--- Records to use Enclosed Below ---

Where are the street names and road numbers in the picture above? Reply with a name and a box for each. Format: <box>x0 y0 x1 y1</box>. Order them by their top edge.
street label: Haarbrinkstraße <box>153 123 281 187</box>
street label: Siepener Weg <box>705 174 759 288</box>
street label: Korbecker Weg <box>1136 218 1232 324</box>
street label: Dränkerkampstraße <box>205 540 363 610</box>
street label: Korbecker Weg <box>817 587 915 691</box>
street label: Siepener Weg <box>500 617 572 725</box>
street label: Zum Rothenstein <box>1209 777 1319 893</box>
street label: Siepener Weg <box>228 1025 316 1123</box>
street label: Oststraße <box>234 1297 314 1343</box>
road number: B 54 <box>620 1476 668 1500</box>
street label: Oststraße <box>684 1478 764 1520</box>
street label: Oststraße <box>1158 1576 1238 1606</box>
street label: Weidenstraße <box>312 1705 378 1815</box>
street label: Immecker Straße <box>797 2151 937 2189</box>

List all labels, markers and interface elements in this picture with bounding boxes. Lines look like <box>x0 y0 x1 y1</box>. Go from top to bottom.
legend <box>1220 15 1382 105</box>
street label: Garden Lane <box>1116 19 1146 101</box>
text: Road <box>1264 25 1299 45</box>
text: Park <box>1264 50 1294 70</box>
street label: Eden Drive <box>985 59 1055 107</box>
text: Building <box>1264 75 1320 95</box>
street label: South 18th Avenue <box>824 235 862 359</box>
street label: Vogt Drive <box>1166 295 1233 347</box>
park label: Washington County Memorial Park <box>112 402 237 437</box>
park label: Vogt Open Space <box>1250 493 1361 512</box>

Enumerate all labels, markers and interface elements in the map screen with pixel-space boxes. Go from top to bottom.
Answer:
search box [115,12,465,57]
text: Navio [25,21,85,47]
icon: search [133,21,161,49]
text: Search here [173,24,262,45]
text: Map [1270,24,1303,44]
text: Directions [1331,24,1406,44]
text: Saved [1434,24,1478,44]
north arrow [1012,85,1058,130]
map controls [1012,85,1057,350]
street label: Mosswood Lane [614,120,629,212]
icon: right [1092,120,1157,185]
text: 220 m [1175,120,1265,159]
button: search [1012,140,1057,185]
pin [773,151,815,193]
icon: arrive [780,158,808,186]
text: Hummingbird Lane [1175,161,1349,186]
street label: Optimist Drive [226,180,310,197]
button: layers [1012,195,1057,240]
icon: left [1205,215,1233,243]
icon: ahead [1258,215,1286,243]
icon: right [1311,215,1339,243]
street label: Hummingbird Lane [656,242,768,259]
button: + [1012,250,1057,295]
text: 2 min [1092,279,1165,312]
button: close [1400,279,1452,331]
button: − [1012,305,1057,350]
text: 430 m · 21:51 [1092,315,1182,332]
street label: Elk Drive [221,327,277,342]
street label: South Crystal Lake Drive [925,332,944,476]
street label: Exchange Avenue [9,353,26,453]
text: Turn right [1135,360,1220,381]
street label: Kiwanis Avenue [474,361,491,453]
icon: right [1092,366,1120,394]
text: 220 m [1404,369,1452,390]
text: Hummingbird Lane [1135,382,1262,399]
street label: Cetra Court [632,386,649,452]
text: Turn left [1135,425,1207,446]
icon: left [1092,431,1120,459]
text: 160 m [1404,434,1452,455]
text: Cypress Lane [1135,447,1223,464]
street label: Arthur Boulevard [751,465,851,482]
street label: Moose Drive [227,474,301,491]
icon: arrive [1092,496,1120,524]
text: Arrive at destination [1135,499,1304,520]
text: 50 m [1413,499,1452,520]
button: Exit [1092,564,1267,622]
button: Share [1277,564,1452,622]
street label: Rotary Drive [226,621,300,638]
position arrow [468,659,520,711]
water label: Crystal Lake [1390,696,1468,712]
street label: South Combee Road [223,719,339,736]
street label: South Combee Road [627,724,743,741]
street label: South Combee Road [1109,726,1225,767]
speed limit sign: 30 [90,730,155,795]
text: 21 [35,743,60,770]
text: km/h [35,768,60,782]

--- End of Enclosed Records to use ---

## Goal of the exercise
Reproduce the material above exactly; please quote every line of it.

## Response
Where are the street names and road numbers in the picture above? Reply with a name and a box for each. Format: <box>x0 y0 x1 y1</box>. Order them by their top edge.
street label: Haarbrinkstraße <box>153 123 281 187</box>
street label: Siepener Weg <box>705 174 759 288</box>
street label: Korbecker Weg <box>1136 218 1232 324</box>
street label: Dränkerkampstraße <box>205 540 363 610</box>
street label: Korbecker Weg <box>817 587 915 691</box>
street label: Siepener Weg <box>500 617 572 725</box>
street label: Zum Rothenstein <box>1209 777 1319 893</box>
street label: Siepener Weg <box>228 1025 316 1123</box>
street label: Oststraße <box>234 1297 314 1343</box>
road number: B 54 <box>620 1476 668 1500</box>
street label: Oststraße <box>684 1478 764 1520</box>
street label: Oststraße <box>1158 1576 1238 1606</box>
street label: Weidenstraße <box>312 1705 378 1815</box>
street label: Immecker Straße <box>797 2151 937 2189</box>

List all labels, markers and interface elements in this picture with bounding boxes. Lines look like <box>x0 y0 x1 y1</box>. Go from top to bottom.
legend <box>1220 15 1382 105</box>
street label: Garden Lane <box>1116 19 1146 101</box>
text: Road <box>1264 25 1299 45</box>
text: Park <box>1264 50 1294 70</box>
street label: Eden Drive <box>985 59 1055 107</box>
text: Building <box>1264 75 1320 95</box>
street label: South 18th Avenue <box>824 235 862 359</box>
street label: Vogt Drive <box>1166 295 1233 347</box>
park label: Washington County Memorial Park <box>112 402 237 437</box>
park label: Vogt Open Space <box>1250 493 1361 512</box>

Enumerate all labels, markers and interface elements in the map screen with pixel-space boxes. Go from top to bottom.
Answer:
search box [115,12,465,57]
text: Navio [25,21,85,47]
icon: search [133,21,161,49]
text: Search here [173,24,262,45]
text: Map [1270,24,1303,44]
text: Directions [1331,24,1406,44]
text: Saved [1434,24,1478,44]
north arrow [1012,85,1058,130]
map controls [1012,85,1057,350]
street label: Mosswood Lane [614,120,629,212]
icon: right [1092,120,1157,185]
text: 220 m [1175,120,1265,159]
button: search [1012,140,1057,185]
pin [773,151,815,193]
icon: arrive [780,158,808,186]
text: Hummingbird Lane [1175,161,1349,186]
street label: Optimist Drive [226,180,310,197]
button: layers [1012,195,1057,240]
icon: left [1205,215,1233,243]
icon: ahead [1258,215,1286,243]
icon: right [1311,215,1339,243]
street label: Hummingbird Lane [656,242,768,259]
button: + [1012,250,1057,295]
text: 2 min [1092,279,1165,312]
button: close [1400,279,1452,331]
button: − [1012,305,1057,350]
text: 430 m · 21:51 [1092,315,1182,332]
street label: Elk Drive [221,327,277,342]
street label: South Crystal Lake Drive [925,332,944,476]
street label: Exchange Avenue [9,353,26,453]
text: Turn right [1135,360,1220,381]
street label: Kiwanis Avenue [474,361,491,453]
icon: right [1092,366,1120,394]
text: 220 m [1404,369,1452,390]
text: Hummingbird Lane [1135,382,1262,399]
street label: Cetra Court [632,386,649,452]
text: Turn left [1135,425,1207,446]
icon: left [1092,431,1120,459]
text: 160 m [1404,434,1452,455]
text: Cypress Lane [1135,447,1223,464]
street label: Arthur Boulevard [751,465,851,482]
street label: Moose Drive [227,474,301,491]
icon: arrive [1092,496,1120,524]
text: Arrive at destination [1135,499,1304,520]
text: 50 m [1413,499,1452,520]
button: Exit [1092,564,1267,622]
button: Share [1277,564,1452,622]
street label: Rotary Drive [226,621,300,638]
position arrow [468,659,520,711]
water label: Crystal Lake [1390,696,1468,712]
street label: South Combee Road [223,719,339,736]
street label: South Combee Road [627,724,743,741]
street label: South Combee Road [1109,726,1225,767]
speed limit sign: 30 [90,730,155,795]
text: 21 [35,743,60,770]
text: km/h [35,768,60,782]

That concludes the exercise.